Be sure the cluster is running problem-free before performing the backup procedure.
-
Log on to any node in the cluster, and become superuser on the current primary node for the disk group on the cluster.
-
List the disk group information.
# vxprint -g diskgroup
-
Run the scstat(1M) command to see which node has the disk group currently imported, indicating it is the primary node for the disk group.
# scstat -D
- -D
-
Shows the status for all disk device groups.
-
Create a snapshot of the volume using the vxassist command.
# vxassist -g diskgroup snapstart volume
Note –Creating a snapshot can take a long time depending on the size of your volume.
-
Verify the new volume was created.
# vxprint -g diskgroup
When the snapshot is complete, a status of Snapdone displays in the State field for the selected disk group.
-
Stop any data services that are accessing the file system.
# scswitch -z -g resource-group[,...] -h ““
Note –Stop all data services to ensure that the data file system is properly backed up. If no data services are running, you do not need to perform Step 6 and Step 8.
-
Create a backup volume named bkup-vol and attach the snapshot volume to it using the vxassist command.
# vxassist -g diskgroup snapshot volume bkup-vol
-
Restart any data services that were stopped in Step 6, using the scswitch(1M) command.
# scswitch -z -g resource-group[,...] -h node[,...]
-
Verify the volume is now attached to the new volume bkup-vol using the vxprint command.
# vxprint -g diskgroup
-
Register the disk group configuration change.

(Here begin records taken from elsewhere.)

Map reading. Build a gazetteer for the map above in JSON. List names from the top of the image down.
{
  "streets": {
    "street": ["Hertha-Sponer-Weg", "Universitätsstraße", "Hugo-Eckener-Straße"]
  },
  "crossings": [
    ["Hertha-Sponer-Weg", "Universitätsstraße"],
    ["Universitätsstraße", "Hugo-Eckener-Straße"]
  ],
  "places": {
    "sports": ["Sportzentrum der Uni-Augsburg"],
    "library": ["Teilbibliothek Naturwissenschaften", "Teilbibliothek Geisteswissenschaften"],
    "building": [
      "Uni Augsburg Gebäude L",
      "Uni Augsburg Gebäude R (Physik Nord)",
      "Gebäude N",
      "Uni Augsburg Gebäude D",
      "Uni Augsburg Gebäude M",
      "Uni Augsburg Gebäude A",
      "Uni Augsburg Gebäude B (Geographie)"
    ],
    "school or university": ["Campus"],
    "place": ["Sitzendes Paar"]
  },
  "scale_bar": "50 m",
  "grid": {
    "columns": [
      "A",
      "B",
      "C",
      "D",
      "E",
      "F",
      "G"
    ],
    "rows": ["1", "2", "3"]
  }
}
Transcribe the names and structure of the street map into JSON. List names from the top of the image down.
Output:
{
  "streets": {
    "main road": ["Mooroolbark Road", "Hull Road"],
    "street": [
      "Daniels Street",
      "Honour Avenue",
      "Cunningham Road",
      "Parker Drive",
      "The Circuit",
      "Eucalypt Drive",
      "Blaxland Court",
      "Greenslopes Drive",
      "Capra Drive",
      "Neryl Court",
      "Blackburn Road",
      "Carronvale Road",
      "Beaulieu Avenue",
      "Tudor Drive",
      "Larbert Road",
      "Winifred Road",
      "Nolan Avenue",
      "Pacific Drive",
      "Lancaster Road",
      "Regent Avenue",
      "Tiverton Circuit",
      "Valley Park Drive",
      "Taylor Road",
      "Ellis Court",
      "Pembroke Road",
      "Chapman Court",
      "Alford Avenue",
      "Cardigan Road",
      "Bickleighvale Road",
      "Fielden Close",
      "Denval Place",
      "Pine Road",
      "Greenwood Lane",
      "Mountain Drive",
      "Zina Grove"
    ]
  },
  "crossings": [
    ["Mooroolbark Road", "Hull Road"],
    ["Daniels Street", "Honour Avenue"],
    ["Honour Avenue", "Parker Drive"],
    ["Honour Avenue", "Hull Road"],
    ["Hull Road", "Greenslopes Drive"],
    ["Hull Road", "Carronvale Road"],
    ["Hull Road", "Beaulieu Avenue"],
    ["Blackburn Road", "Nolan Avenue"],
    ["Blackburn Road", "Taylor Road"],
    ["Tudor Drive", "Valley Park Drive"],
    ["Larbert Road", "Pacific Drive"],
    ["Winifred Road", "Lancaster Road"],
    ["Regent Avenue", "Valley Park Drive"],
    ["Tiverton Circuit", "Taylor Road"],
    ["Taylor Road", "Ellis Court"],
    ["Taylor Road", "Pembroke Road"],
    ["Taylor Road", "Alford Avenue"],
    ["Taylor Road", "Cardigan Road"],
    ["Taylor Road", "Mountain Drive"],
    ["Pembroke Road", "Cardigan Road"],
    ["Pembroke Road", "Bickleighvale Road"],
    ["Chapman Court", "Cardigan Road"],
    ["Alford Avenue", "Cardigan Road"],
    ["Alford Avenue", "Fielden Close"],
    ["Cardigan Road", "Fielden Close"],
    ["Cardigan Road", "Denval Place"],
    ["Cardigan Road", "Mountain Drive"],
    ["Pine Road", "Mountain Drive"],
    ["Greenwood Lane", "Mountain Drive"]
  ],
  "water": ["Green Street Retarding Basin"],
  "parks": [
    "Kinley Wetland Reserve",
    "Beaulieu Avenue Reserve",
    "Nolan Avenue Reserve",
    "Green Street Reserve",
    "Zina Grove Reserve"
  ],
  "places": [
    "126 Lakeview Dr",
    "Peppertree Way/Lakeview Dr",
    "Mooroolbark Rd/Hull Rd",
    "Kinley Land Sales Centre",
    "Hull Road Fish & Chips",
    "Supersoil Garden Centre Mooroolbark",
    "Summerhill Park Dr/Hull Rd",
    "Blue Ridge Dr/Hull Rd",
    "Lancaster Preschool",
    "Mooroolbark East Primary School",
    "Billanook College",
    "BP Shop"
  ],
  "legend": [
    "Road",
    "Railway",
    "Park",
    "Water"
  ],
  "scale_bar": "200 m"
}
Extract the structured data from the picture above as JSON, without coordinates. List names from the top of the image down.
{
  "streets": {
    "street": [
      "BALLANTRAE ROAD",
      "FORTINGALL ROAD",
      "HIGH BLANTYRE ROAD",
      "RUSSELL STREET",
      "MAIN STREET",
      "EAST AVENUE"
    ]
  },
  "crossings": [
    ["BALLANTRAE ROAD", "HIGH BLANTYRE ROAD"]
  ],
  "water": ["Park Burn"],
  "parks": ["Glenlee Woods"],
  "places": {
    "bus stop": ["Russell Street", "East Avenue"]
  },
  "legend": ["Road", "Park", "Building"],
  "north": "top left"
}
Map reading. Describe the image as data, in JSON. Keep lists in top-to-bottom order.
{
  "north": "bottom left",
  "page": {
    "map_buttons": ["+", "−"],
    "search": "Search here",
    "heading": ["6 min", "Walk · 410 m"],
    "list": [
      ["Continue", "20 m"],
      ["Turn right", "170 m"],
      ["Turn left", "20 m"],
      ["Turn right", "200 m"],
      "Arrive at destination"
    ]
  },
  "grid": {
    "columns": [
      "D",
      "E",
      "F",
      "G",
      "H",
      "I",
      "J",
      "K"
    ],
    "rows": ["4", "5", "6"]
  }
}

# scconf -c -D name=diskgroup,sync
-
Check the backup volume using the fsck command.
# fsck -y /dev/vx/rdsk/diskgroup/bkup-vol
-
Perform a backup to copy the volume bkup-vol to tape or another medium.
Use the ufsdump(1M) command or the backup utility you normally use.
# ufsdump 0ucf dump-device /dev/vx/dsk/diskgroup/bkup-vol
-
Remove the temporary volume using vxedit.
# vxedit -rf rm bkup-vol
-
Register the disk group configuration changes using the scconf(1M) command.
# scconf -c -D name=diskgroup,sync
SPARC: Example—Performing Online Backups for Volumes (VERITAS Volume Manager)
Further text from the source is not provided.